## TASK BRIEF
The expected output is the data below, restated word for word.

---------- EXCERPTED RECORDS ----------

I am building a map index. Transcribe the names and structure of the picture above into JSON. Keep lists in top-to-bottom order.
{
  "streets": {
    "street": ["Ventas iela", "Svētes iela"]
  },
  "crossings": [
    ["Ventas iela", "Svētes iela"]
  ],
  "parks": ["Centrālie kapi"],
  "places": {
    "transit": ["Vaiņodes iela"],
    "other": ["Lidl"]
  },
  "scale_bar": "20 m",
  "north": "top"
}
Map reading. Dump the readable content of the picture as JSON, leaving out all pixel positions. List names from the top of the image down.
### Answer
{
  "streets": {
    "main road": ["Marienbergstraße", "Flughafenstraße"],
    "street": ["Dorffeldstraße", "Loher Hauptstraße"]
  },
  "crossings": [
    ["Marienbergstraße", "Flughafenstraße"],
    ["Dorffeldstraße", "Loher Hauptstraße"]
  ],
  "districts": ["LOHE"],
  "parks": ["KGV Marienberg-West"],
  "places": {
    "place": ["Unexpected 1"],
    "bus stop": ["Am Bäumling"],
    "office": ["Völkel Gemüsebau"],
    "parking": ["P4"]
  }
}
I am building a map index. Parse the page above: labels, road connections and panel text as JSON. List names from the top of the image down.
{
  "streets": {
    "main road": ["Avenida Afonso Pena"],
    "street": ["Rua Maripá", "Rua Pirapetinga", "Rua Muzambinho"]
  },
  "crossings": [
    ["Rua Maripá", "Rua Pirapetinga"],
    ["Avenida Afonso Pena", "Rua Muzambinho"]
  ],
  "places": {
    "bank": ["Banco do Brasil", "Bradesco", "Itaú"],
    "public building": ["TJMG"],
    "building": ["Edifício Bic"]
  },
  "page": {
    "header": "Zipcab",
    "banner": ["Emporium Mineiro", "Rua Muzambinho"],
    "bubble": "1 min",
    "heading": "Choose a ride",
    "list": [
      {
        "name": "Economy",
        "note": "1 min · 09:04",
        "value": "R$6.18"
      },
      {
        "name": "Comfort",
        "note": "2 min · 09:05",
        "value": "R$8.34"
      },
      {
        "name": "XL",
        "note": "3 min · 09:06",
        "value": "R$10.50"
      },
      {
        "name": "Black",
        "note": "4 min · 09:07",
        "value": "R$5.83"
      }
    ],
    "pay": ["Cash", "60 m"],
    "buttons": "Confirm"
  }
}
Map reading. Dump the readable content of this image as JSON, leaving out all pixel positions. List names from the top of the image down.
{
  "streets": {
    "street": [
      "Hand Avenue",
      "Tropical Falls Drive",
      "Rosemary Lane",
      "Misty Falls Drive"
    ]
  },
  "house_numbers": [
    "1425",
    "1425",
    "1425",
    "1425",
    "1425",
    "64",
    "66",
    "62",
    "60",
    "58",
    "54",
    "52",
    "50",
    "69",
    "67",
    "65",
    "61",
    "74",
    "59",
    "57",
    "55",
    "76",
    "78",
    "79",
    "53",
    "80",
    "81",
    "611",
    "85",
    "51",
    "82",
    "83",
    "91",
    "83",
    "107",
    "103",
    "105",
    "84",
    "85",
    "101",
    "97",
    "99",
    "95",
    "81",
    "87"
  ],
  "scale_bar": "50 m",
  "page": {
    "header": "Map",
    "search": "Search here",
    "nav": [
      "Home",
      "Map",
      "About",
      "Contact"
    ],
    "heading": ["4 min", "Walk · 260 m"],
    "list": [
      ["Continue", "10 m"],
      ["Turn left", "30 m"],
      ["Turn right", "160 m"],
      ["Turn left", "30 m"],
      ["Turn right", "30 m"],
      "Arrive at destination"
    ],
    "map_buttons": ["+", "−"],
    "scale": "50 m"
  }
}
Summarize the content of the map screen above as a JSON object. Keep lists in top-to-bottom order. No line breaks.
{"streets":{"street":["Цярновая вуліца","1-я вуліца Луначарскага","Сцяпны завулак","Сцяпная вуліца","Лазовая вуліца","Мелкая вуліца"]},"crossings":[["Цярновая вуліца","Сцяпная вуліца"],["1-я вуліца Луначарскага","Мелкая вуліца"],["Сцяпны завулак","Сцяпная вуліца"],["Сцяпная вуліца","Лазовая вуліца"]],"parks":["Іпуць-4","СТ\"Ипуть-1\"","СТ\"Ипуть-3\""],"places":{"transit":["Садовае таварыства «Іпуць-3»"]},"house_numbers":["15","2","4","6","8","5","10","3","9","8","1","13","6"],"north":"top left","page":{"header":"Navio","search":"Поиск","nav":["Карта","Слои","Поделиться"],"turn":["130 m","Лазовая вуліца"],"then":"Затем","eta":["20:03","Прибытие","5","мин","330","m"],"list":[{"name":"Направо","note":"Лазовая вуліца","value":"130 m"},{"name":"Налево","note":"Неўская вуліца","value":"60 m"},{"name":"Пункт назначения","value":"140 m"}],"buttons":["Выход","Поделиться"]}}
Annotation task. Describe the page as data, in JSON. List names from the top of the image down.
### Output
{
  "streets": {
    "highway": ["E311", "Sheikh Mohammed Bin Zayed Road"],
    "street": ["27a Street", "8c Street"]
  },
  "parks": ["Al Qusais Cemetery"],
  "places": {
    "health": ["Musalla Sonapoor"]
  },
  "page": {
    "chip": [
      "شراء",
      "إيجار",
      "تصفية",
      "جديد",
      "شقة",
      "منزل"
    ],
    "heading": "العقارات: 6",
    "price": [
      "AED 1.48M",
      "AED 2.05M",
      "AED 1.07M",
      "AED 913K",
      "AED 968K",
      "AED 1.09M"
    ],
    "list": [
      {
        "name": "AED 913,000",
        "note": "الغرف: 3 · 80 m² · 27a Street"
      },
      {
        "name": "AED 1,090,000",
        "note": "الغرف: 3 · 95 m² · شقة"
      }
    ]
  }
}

----------

## RESULT FOR THIS EXERCISE
I am building a map index. Transcribe the names and structure of the picture above into JSON. Keep lists in top-to-bottom order.
{
  "streets": {
    "street": ["Ventas iela", "Svētes iela"]
  },
  "crossings": [
    ["Ventas iela", "Svētes iela"]
  ],
  "parks": ["Centrālie kapi"],
  "places": {
    "transit": ["Vaiņodes iela"],
    "other": ["Lidl"]
  },
  "scale_bar": "20 m",
  "north": "top"
}
Map reading. Dump the readable content of the picture as JSON, leaving out all pixel positions. List names from the top of the image down.
### Answer
{
  "streets": {
    "main road": ["Marienbergstraße", "Flughafenstraße"],
    "street": ["Dorffeldstraße", "Loher Hauptstraße"]
  },
  "crossings": [
    ["Marienbergstraße", "Flughafenstraße"],
    ["Dorffeldstraße", "Loher Hauptstraße"]
  ],
  "districts": ["LOHE"],
  "parks": ["KGV Marienberg-West"],
  "places": {
    "place": ["Unexpected 1"],
    "bus stop": ["Am Bäumling"],
    "office": ["Völkel Gemüsebau"],
    "parking": ["P4"]
  }
}
I am building a map index. Parse the page above: labels, road connections and panel text as JSON. List names from the top of the image down.
{
  "streets": {
    "main road": ["Avenida Afonso Pena"],
    "street": ["Rua Maripá", "Rua Pirapetinga", "Rua Muzambinho"]
  },
  "crossings": [
    ["Rua Maripá", "Rua Pirapetinga"],
    ["Avenida Afonso Pena", "Rua Muzambinho"]
  ],
  "places": {
    "bank": ["Banco do Brasil", "Bradesco", "Itaú"],
    "public building": ["TJMG"],
    "building": ["Edifício Bic"]
  },
  "page": {
    "header": "Zipcab",
    "banner": ["Emporium Mineiro", "Rua Muzambinho"],
    "bubble": "1 min",
    "heading": "Choose a ride",
    "list": [
      {
        "name": "Economy",
        "note": "1 min · 09:04",
        "value": "R$6.18"
      },
      {
        "name": "Comfort",
        "note": "2 min · 09:05",
        "value": "R$8.34"
      },
      {
        "name": "XL",
        "note": "3 min · 09:06",
        "value": "R$10.50"
      },
      {
        "name": "Black",
        "note": "4 min · 09:07",
        "value": "R$5.83"
      }
    ],
    "pay": ["Cash", "60 m"],
    "buttons": "Confirm"
  }
}
Map reading. Dump the readable content of this image as JSON, leaving out all pixel positions. List names from the top of the image down.
{
  "streets": {
    "street": [
      "Hand Avenue",
      "Tropical Falls Drive",
      "Rosemary Lane",
      "Misty Falls Drive"
    ]
  },
  "house_numbers": [
    "1425",
    "1425",
    "1425",
    "1425",
    "1425",
    "64",
    "66",
    "62",
    "60",
    "58",
    "54",
    "52",
    "50",
    "69",
    "67",
    "65",
    "61",
    "74",
    "59",
    "57",
    "55",
    "76",
    "78",
    "79",
    "53",
    "80",
    "81",
    "611",
    "85",
    "51",
    "82",
    "83",
    "91",
    "83",
    "107",
    "103",
    "105",
    "84",
    "85",
    "101",
    "97",
    "99",
    "95",
    "81",
    "87"
  ],
  "scale_bar": "50 m",
  "page": {
    "header": "Map",
    "search": "Search here",
    "nav": [
      "Home",
      "Map",
      "About",
      "Contact"
    ],
    "heading": ["4 min", "Walk · 260 m"],
    "list": [
      ["Continue", "10 m"],
      ["Turn left", "30 m"],
      ["Turn right", "160 m"],
      ["Turn left", "30 m"],
      ["Turn right", "30 m"],
      "Arrive at destination"
    ],
    "map_buttons": ["+", "−"],
    "scale": "50 m"
  }
}
Summarize the content of the map screen above as a JSON object. Keep lists in top-to-bottom order. No line breaks.
{"streets":{"street":["Цярновая вуліца","1-я вуліца Луначарскага","Сцяпны завулак","Сцяпная вуліца","Лазовая вуліца","Мелкая вуліца"]},"crossings":[["Цярновая вуліца","Сцяпная вуліца"],["1-я вуліца Луначарскага","Мелкая вуліца"],["Сцяпны завулак","Сцяпная вуліца"],["Сцяпная вуліца","Лазовая вуліца"]],"parks":["Іпуць-4","СТ\"Ипуть-1\"","СТ\"Ипуть-3\""],"places":{"transit":["Садовае таварыства «Іпуць-3»"]},"house_numbers":["15","2","4","6","8","5","10","3","9","8","1","13","6"],"north":"top left","page":{"header":"Navio","search":"Поиск","nav":["Карта","Слои","Поделиться"],"turn":["130 m","Лазовая вуліца"],"then":"Затем","eta":["20:03","Прибытие","5","мин","330","m"],"list":[{"name":"Направо","note":"Лазовая вуліца","value":"130 m"},{"name":"Налево","note":"Неўская вуліца","value":"60 m"},{"name":"Пункт назначения","value":"140 m"}],"buttons":["Выход","Поделиться"]}}
Annotation task. Describe the page as data, in JSON. List names from the top of the image down.
### Output
{
  "streets": {
    "highway": ["E311", "Sheikh Mohammed Bin Zayed Road"],
    "street": ["27a Street", "8c Street"]
  },
  "parks": ["Al Qusais Cemetery"],
  "places": {
    "health": ["Musalla Sonapoor"]
  },
  "page": {
    "chip": [
      "شراء",
      "إيجار",
      "تصفية",
      "جديد",
      "شقة",
      "منزل"
    ],
    "heading": "العقارات: 6",
    "price": [
      "AED 1.48M",
      "AED 2.05M",
      "AED 1.07M",
      "AED 913K",
      "AED 968K",
      "AED 1.09M"
    ],
    "list": [
      {
        "name": "AED 913,000",
        "note": "الغرف: 3 · 80 m² · 27a Street"
      },
      {
        "name": "AED 1,090,000",
        "note": "الغرف: 3 · 95 m² · شقة"
      }
    ]
  }
}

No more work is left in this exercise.